I was keen to see more and found this one near Selsey but alas it was my only siting. After several visits I never saw it again.
But not giving up that easily I scoured the countryside and was amazed how successful I was in the number of nest sites I found. Some were less than a mile from my home.
I became addicted to photographing barn owls and was out every afternoon and evening visiting local sites with my camera. They are a creature of habit and have favourite haunts so in fact you can just sit and wait for them to turn up.
Soon you become something that the owl gets used to and accepts you as the norm and will ignore you. I have had one that used to fly to me and sit on a post and watch me.
Low light photography seems to enhance the pictures.
 Because of their slow wing beat and movement through the air they become easy to get good action shots.
Will often sit and pose.
This was taken early evening just as the sun was setting.
Conditions and timing was the same for this shot.

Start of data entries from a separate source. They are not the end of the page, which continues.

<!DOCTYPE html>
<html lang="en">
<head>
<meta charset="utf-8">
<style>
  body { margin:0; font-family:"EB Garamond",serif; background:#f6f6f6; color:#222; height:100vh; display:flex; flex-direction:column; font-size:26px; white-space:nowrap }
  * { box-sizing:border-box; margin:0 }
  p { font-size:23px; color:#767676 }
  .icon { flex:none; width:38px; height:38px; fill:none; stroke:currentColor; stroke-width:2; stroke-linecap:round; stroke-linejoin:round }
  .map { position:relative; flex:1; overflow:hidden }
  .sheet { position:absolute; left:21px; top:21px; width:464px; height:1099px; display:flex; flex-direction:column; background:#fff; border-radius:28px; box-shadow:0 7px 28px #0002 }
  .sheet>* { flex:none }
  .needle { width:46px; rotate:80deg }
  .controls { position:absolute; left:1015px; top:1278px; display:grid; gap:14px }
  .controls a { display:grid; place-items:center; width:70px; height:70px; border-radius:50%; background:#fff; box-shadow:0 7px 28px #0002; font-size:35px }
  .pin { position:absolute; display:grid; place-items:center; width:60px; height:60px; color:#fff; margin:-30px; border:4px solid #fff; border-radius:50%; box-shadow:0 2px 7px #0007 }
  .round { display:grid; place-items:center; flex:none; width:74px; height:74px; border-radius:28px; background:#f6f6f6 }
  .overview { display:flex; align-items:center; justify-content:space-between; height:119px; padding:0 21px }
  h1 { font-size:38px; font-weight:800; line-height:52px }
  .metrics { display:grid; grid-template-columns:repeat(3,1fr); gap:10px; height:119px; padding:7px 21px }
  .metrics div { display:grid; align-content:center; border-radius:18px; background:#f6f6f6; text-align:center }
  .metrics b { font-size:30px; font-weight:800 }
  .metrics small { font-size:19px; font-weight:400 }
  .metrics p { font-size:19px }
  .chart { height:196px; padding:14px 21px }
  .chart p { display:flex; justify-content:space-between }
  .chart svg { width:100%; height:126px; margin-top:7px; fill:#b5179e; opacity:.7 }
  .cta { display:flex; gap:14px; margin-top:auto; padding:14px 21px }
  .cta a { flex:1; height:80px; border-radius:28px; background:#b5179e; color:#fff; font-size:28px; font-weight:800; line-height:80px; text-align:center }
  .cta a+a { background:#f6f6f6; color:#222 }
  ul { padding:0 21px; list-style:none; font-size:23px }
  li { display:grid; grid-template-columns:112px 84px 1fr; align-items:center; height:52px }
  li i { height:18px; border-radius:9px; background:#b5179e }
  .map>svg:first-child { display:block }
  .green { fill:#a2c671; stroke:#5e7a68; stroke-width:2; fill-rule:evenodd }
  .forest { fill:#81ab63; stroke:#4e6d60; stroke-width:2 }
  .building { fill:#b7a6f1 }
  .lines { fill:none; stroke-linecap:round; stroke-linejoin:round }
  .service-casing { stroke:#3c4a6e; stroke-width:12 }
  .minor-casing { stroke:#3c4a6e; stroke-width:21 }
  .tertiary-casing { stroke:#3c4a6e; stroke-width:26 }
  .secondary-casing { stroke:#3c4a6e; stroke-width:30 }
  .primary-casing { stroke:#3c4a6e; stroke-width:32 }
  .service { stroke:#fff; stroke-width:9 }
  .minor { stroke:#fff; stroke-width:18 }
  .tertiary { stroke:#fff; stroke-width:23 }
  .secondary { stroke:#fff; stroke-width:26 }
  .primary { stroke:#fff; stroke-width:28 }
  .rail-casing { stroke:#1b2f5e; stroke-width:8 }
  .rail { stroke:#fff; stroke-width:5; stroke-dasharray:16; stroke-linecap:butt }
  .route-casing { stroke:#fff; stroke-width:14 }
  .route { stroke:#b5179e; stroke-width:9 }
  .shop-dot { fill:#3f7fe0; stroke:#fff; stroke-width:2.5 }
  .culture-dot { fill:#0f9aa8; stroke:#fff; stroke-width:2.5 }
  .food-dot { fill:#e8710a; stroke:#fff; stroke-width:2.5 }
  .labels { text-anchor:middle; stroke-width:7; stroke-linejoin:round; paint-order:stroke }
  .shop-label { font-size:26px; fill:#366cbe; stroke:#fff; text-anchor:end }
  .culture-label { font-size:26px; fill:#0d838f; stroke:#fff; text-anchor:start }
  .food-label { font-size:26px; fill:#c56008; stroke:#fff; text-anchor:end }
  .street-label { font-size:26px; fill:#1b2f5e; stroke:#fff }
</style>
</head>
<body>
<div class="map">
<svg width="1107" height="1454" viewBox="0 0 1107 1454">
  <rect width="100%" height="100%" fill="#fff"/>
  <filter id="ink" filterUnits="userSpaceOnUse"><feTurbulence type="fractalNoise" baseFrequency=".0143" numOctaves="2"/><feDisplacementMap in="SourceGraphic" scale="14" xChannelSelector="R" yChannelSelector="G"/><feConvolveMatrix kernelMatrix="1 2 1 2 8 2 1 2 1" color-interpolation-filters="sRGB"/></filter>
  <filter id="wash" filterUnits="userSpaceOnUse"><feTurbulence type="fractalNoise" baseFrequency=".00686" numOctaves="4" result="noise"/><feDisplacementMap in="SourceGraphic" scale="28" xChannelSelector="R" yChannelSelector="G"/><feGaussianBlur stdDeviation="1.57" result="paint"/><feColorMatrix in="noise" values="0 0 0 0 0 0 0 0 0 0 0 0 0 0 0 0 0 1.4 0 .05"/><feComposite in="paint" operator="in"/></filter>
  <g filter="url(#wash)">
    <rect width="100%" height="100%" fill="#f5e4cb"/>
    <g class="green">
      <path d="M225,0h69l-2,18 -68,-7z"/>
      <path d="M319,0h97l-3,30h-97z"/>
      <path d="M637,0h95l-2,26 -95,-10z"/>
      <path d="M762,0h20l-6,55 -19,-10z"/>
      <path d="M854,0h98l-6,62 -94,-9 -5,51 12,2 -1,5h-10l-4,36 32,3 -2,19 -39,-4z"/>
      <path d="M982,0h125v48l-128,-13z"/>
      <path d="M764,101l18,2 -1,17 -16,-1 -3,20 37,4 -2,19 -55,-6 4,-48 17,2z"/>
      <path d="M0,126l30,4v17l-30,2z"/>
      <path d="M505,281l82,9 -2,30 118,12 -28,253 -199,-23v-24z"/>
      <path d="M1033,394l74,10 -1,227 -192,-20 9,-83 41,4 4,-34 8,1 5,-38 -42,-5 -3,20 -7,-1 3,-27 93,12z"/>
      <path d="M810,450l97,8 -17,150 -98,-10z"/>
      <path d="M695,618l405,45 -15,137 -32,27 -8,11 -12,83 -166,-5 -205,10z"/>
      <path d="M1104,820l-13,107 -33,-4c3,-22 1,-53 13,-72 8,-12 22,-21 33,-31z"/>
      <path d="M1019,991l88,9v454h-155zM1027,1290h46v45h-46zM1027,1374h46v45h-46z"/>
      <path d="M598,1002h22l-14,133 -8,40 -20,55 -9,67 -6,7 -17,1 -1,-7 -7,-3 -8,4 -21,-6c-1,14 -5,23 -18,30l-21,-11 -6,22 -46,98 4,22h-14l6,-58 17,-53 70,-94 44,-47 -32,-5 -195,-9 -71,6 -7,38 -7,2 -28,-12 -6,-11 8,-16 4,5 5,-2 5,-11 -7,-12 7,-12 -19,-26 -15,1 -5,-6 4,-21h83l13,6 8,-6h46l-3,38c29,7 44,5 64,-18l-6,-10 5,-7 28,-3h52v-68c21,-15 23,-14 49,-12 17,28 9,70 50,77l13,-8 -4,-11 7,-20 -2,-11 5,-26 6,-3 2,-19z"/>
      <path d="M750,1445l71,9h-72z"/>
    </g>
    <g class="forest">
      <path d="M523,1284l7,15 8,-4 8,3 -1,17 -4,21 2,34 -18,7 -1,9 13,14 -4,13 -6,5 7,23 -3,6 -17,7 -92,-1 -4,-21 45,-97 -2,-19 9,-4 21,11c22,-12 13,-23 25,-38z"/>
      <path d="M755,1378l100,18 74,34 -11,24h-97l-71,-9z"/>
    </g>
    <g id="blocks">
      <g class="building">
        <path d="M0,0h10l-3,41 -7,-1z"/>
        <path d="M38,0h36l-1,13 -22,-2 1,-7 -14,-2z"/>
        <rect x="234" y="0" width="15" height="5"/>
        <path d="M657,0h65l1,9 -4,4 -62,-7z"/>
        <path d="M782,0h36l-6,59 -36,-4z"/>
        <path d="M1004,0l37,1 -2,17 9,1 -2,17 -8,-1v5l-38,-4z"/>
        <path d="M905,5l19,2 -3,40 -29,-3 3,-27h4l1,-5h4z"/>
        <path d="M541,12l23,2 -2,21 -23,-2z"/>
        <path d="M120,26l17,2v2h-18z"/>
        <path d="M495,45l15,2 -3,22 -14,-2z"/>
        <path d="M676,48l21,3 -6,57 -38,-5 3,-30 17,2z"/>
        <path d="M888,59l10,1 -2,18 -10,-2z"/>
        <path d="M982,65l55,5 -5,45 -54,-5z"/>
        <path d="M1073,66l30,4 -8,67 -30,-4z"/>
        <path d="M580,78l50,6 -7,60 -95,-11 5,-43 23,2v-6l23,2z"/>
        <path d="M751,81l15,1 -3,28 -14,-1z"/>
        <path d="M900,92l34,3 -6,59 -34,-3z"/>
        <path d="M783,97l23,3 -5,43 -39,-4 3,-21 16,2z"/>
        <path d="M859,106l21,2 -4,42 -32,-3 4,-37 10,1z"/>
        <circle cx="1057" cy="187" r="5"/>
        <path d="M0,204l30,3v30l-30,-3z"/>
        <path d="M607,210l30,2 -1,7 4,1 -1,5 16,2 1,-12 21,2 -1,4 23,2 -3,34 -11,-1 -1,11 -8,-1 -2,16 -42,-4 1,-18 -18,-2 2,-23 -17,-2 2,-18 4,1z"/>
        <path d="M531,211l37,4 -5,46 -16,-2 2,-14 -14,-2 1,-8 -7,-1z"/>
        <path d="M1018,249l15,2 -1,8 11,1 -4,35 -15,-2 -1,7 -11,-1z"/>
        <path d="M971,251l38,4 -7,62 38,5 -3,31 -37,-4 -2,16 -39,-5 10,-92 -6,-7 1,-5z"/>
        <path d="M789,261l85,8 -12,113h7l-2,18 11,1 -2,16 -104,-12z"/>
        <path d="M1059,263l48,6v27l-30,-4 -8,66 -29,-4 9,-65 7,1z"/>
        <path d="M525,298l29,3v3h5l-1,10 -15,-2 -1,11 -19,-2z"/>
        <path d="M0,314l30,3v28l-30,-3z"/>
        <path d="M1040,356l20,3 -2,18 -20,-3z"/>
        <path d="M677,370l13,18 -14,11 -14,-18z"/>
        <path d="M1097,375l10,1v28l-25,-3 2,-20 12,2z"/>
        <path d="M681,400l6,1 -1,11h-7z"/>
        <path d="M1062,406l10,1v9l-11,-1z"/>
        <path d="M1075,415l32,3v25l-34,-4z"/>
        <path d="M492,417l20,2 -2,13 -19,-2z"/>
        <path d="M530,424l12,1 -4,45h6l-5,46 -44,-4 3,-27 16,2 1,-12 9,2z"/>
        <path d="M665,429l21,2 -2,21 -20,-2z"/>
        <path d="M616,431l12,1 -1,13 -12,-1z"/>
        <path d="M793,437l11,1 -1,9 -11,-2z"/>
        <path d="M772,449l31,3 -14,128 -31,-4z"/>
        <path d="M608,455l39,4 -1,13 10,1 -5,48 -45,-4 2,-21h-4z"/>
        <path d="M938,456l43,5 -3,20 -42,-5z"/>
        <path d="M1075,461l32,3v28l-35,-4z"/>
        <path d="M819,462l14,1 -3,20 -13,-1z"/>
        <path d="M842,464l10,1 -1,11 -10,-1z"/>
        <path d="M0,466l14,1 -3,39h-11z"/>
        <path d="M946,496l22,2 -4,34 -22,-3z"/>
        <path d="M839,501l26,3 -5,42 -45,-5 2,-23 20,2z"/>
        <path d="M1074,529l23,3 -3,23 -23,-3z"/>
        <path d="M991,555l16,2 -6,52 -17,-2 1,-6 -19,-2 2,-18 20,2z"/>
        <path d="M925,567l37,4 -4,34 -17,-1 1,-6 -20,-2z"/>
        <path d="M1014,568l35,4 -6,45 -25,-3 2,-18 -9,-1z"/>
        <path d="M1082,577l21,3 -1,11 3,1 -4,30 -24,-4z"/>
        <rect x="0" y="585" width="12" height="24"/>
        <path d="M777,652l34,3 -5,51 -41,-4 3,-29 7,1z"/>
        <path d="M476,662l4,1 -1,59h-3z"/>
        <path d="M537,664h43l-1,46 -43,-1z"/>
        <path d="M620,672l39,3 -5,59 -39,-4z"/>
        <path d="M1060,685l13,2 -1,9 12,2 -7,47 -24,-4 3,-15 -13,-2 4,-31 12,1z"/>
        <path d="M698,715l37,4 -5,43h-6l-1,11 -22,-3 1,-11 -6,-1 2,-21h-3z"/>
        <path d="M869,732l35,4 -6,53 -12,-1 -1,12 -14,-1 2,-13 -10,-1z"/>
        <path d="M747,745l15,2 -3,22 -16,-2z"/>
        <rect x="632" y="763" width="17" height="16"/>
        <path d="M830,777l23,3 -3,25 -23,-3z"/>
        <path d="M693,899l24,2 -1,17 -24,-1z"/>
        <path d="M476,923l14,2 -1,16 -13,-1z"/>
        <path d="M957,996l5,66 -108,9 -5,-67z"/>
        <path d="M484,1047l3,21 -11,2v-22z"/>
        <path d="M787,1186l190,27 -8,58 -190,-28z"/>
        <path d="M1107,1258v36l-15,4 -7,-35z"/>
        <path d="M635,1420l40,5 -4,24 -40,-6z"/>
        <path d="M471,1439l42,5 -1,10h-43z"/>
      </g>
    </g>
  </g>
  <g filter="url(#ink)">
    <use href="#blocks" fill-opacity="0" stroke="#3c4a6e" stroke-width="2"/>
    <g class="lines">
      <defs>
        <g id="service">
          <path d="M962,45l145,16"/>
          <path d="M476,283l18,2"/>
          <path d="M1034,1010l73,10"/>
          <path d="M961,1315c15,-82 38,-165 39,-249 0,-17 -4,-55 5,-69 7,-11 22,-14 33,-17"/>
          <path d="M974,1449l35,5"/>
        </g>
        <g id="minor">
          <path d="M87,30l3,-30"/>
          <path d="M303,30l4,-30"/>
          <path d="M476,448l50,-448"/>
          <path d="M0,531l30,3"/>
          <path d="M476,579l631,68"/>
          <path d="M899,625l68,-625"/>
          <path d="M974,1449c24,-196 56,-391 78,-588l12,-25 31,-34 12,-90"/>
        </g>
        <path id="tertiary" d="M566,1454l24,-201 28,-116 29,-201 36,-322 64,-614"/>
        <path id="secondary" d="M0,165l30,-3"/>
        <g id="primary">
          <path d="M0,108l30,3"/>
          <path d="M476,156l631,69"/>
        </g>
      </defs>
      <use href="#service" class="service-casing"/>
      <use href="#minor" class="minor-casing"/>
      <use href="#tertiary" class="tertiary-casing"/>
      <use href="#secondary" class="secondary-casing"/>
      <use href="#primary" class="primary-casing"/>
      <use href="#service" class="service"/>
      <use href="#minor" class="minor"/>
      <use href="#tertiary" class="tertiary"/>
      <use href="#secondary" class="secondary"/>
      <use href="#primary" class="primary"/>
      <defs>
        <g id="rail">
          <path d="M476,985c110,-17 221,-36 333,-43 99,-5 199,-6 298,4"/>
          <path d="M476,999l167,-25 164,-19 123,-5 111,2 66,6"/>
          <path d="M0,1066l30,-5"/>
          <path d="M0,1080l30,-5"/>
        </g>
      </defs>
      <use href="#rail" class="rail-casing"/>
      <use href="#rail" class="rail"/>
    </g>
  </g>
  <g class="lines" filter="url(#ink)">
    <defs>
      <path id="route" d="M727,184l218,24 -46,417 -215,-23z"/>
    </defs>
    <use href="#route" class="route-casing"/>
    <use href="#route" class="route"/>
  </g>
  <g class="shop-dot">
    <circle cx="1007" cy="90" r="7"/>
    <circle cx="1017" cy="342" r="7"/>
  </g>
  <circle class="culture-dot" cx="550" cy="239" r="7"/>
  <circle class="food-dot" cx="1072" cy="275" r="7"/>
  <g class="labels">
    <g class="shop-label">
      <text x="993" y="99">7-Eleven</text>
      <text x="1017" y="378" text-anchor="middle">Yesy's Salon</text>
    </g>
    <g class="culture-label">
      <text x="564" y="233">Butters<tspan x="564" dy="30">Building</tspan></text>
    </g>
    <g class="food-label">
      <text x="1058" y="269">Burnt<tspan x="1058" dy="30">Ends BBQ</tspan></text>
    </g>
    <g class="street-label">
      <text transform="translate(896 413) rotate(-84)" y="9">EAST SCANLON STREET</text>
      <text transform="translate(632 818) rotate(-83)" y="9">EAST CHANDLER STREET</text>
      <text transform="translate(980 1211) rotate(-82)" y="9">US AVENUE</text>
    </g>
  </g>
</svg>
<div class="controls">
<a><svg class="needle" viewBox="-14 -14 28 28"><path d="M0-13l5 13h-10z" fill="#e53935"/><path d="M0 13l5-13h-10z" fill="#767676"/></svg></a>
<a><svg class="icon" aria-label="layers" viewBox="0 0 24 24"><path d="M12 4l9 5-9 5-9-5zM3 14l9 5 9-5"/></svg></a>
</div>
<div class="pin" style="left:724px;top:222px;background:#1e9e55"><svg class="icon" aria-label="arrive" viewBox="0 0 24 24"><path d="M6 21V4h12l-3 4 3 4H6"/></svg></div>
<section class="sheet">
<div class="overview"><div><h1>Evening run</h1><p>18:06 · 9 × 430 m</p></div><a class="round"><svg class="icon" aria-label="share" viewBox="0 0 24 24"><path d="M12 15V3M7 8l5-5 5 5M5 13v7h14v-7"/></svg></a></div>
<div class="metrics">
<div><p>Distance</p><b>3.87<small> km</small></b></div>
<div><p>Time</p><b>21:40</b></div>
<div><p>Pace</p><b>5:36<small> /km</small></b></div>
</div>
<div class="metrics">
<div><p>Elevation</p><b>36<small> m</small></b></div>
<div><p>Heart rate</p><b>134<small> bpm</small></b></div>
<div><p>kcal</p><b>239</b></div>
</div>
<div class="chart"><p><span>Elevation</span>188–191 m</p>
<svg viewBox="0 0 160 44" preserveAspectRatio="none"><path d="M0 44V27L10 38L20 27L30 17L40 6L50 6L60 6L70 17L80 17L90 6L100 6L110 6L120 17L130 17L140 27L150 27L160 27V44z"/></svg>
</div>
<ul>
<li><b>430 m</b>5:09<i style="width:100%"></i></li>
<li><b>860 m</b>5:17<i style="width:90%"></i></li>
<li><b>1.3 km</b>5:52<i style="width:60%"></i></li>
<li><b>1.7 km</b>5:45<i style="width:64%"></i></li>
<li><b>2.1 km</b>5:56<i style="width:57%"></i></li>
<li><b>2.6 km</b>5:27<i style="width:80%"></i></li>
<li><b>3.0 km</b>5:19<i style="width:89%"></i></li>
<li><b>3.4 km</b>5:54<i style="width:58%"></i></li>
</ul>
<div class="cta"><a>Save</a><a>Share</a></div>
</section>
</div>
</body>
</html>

Mike Attwood - Photographer

About Me

My photo
Evacuated during the second world war to a village in Yorkshire where I lived in the home of a good photographer for more than five years who taught me the basics and a great deal about nature. Well past retirement age I have been a wildlife photographer for more than 30 years. Red Kites have been my speciality for much of this period. I did spend several years snapping wheelchair athletes and organizing the British Road Race Championship. In the year 2000 I was awarded a distinction by the Royal Photographic Society for my portfolio on wheelchair athletes. Most of my pics are digital, using Sony cameras and Sigma lenses. I used to spend many weeks each year with friends in Wales which is close to the Elan Valleys where I got many of my raptor pics. I now get these pictures more closely to home, specially red kites and peregrines. I support my pension by selling my pics, cards, coasters, fridge magnets and key rings etc. at craft fairs, something I wish I had done much earlier in life. I give illustrated talks to clubs and societies on wildlife and other branches of photography that I have been involved in.